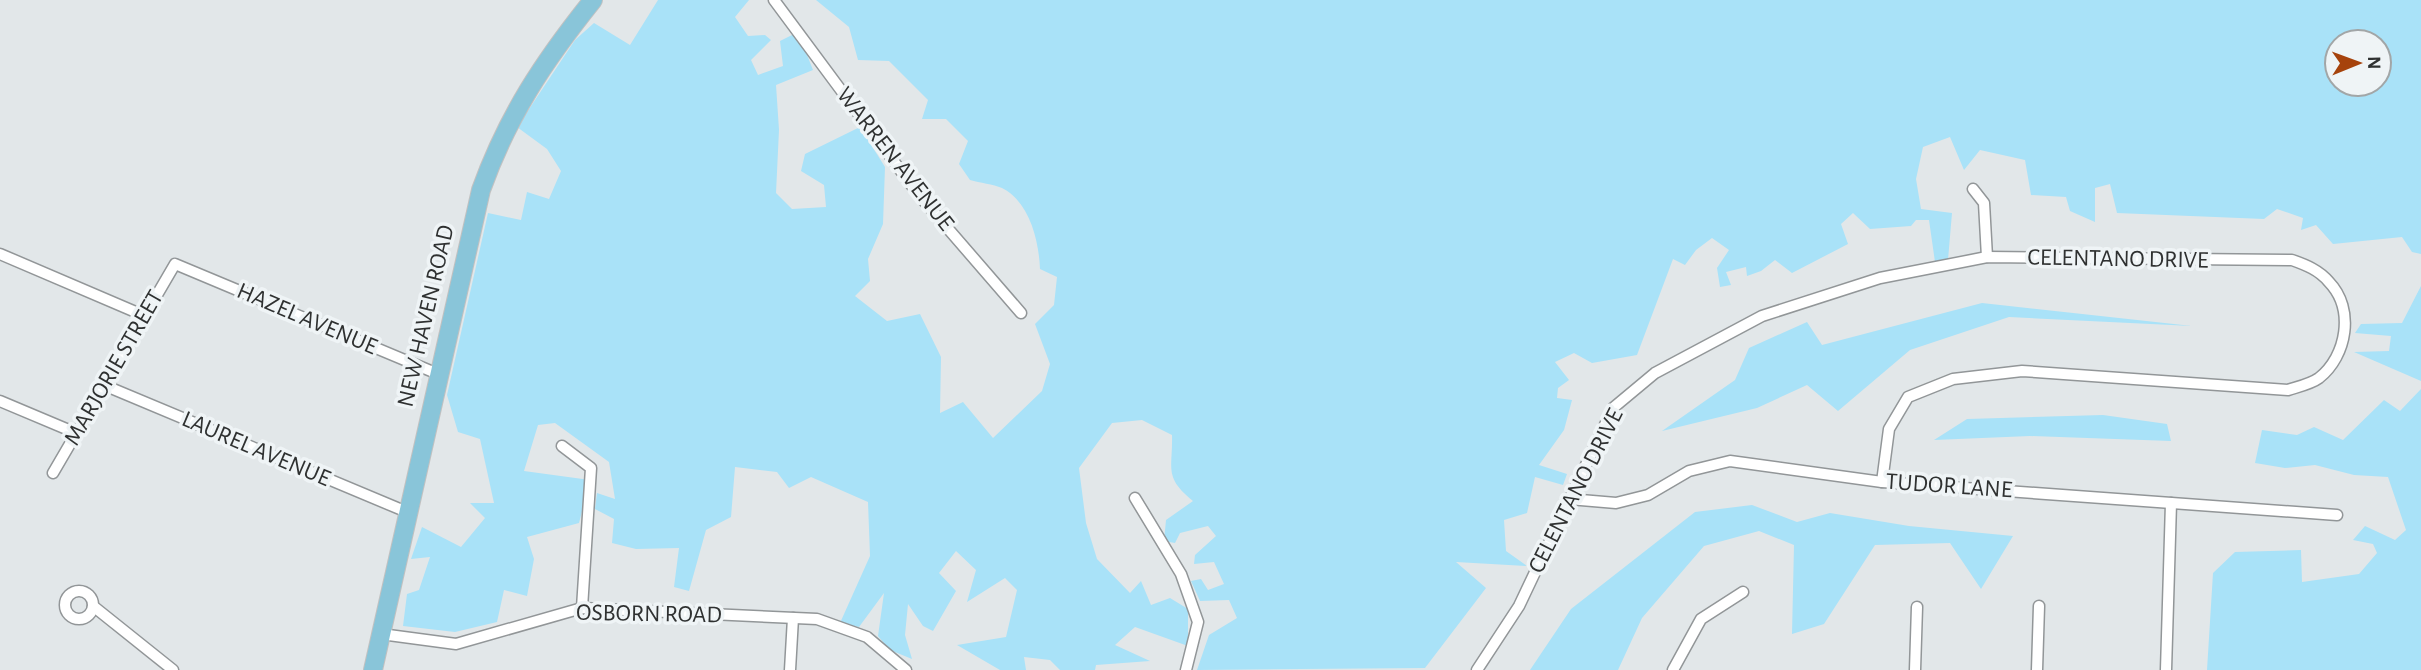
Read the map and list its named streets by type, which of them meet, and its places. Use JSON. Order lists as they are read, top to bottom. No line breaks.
{"streets":{"main road":["NEW HAVEN ROAD"],"street":["WARREN AVENUE","CELENTANO DRIVE","HAZEL AVENUE","MARJORIE STREET","LAUREL AVENUE","TUDOR LANE","OSBORN ROAD"]},"crossings":[["CELENTANO DRIVE","TUDOR LANE"],["NEW HAVEN ROAD","HAZEL AVENUE"],["NEW HAVEN ROAD","LAUREL AVENUE"],["NEW HAVEN ROAD","OSBORN ROAD"],["HAZEL AVENUE","MARJORIE STREET"],["MARJORIE STREET","LAUREL AVENUE"]],"north":"right"}
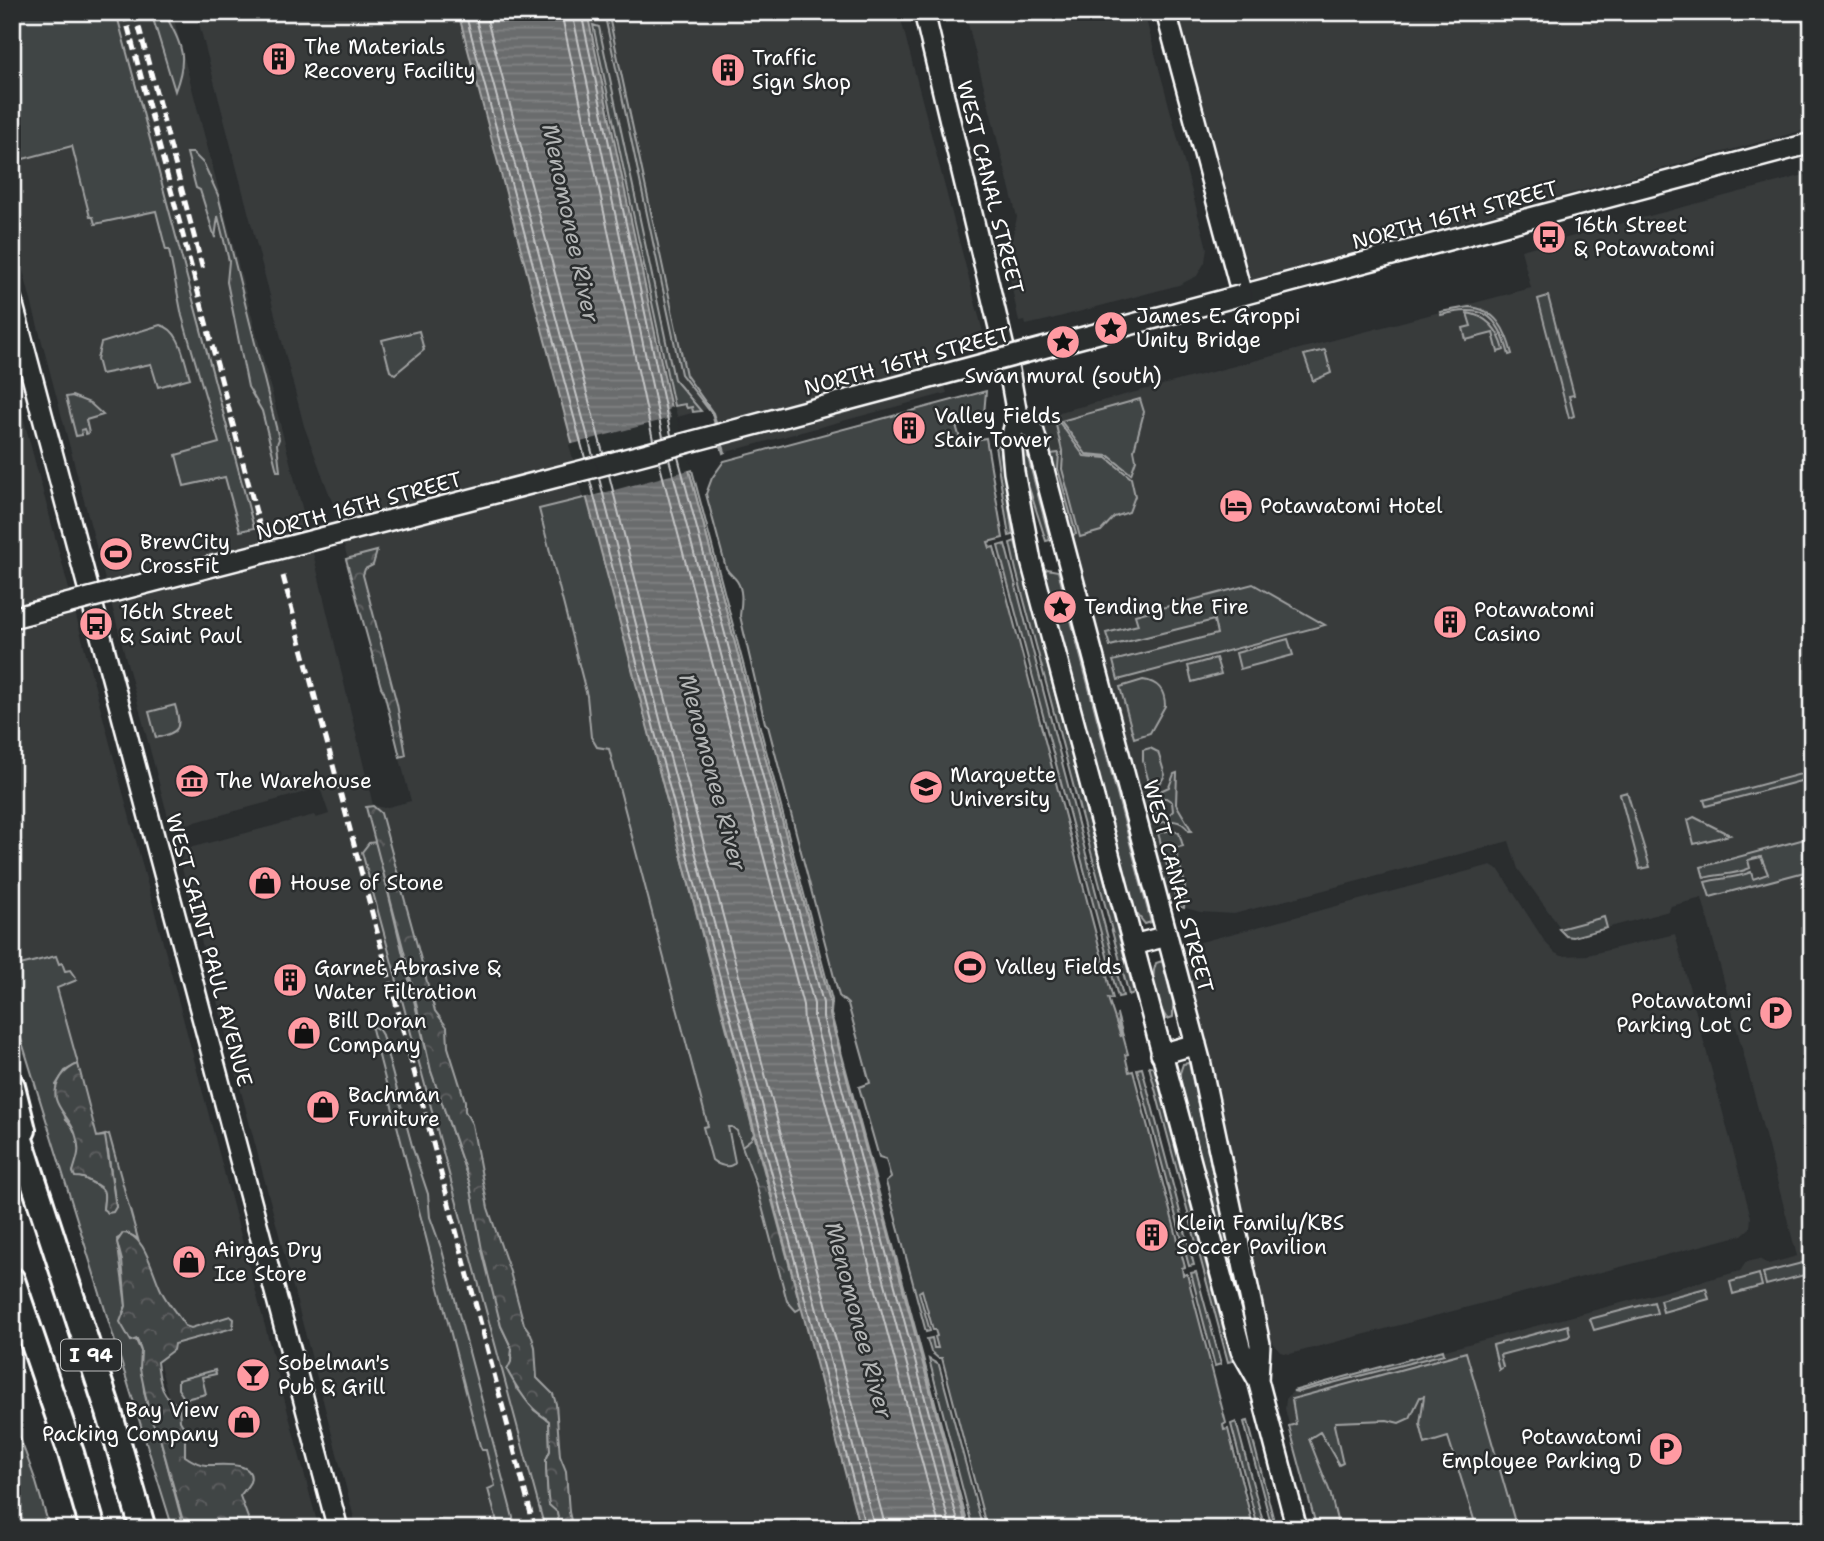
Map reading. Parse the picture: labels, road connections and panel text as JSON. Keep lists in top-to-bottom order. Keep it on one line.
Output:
{"streets":{"highway":["I 94"],"street":["WEST CANAL STREET","NORTH 16TH STREET","WEST SAINT PAUL AVENUE"]},"water":["Menomonee River"],"places":{"building":["The Materials Recovery Facility","Traffic Sign Shop","Valley Fields Stair Tower","Potawatomi Casino","Garnet Abrasive & Water Filtration","Klein Family/KBS Soccer Pavilion"],"bus stop":["16th Street & Potawatomi","16th Street & Saint Paul"],"place":["James E. Groppi Unity Bridge","Swan mural (south)","Tending the Fire"],"hotel":["Potawatomi Hotel"],"sports":["BrewCity CrossFit","Valley Fields"],"museum":["The Warehouse"],"school or university":["Marquette University"],"shop":["House of Stone","Bill Doran Company","Bachman Furniture","Airgas Dry Ice Store","Bay View Packing Company"],"parking":["Potawatomi Parking Lot C","Potawatomi Employee Parking D"],"bar":["Sobelman's Pub & Grill"]}}
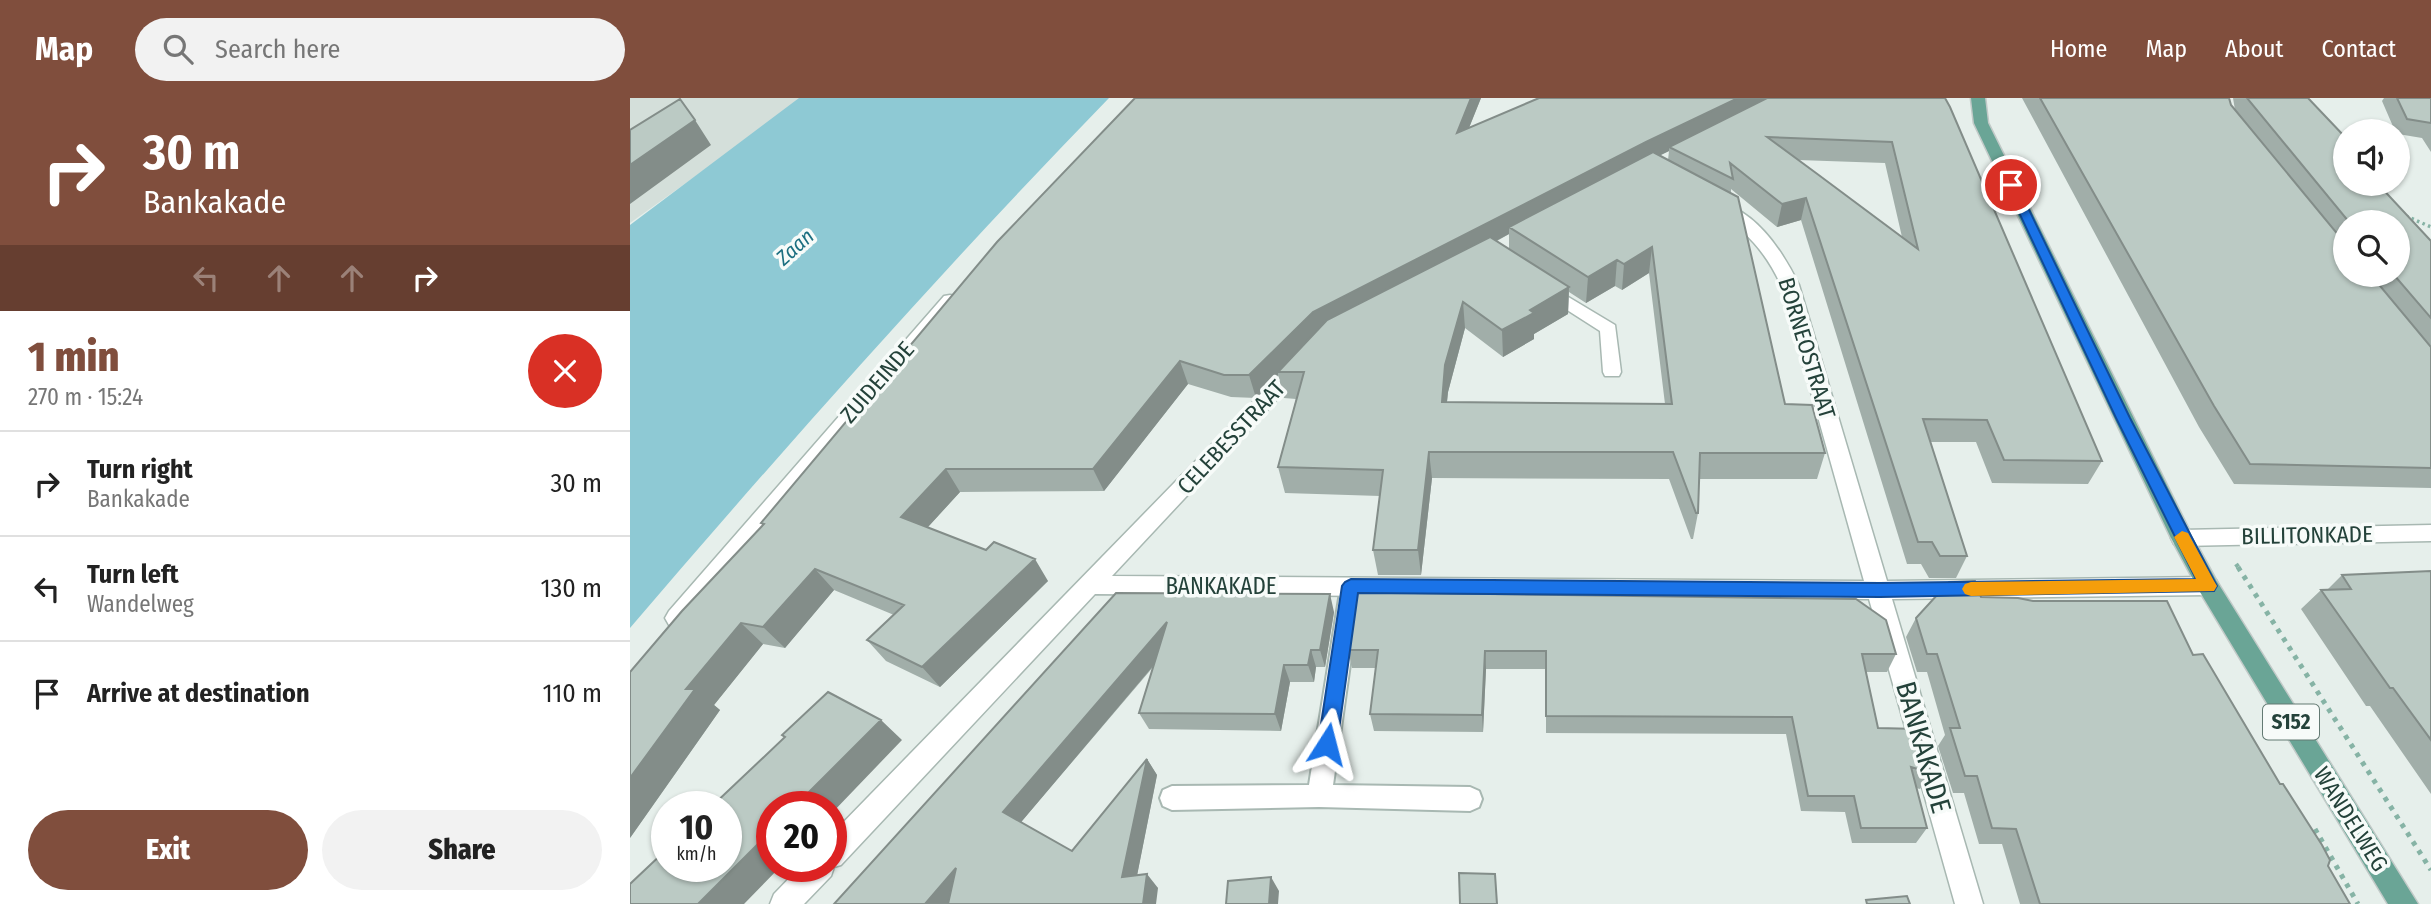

----------------------------------------

- WHAT THE EXERCISE ASKS: In your answer, repeat all the entries exactly, but leave out the pictures.

- ANSWER FOR THIS EXERCISE:
Read the map and list its named streets by type, which of them meet, and its places. Use JSON. Order lists as they are read, top to bottom. No line breaks.
{"streets":{"main road":["NEW HAVEN ROAD"],"street":["WARREN AVENUE","CELENTANO DRIVE","HAZEL AVENUE","MARJORIE STREET","LAUREL AVENUE","TUDOR LANE","OSBORN ROAD"]},"crossings":[["CELENTANO DRIVE","TUDOR LANE"],["NEW HAVEN ROAD","HAZEL AVENUE"],["NEW HAVEN ROAD","LAUREL AVENUE"],["NEW HAVEN ROAD","OSBORN ROAD"],["HAZEL AVENUE","MARJORIE STREET"],["MARJORIE STREET","LAUREL AVENUE"]],"north":"right"}
Map reading. Parse the picture: labels, road connections and panel text as JSON. Keep lists in top-to-bottom order. Keep it on one line.
Output:
{"streets":{"highway":["I 94"],"street":["WEST CANAL STREET","NORTH 16TH STREET","WEST SAINT PAUL AVENUE"]},"water":["Menomonee River"],"places":{"building":["The Materials Recovery Facility","Traffic Sign Shop","Valley Fields Stair Tower","Potawatomi Casino","Garnet Abrasive & Water Filtration","Klein Family/KBS Soccer Pavilion"],"bus stop":["16th Street & Potawatomi","16th Street & Saint Paul"],"place":["James E. Groppi Unity Bridge","Swan mural (south)","Tending the Fire"],"hotel":["Potawatomi Hotel"],"sports":["BrewCity CrossFit","Valley Fields"],"museum":["The Warehouse"],"school or university":["Marquette University"],"shop":["House of Stone","Bill Doran Company","Bachman Furniture","Airgas Dry Ice Store","Bay View Packing Company"],"parking":["Potawatomi Parking Lot C","Potawatomi Employee Parking D"],"bar":["Sobelman's Pub & Grill"]}}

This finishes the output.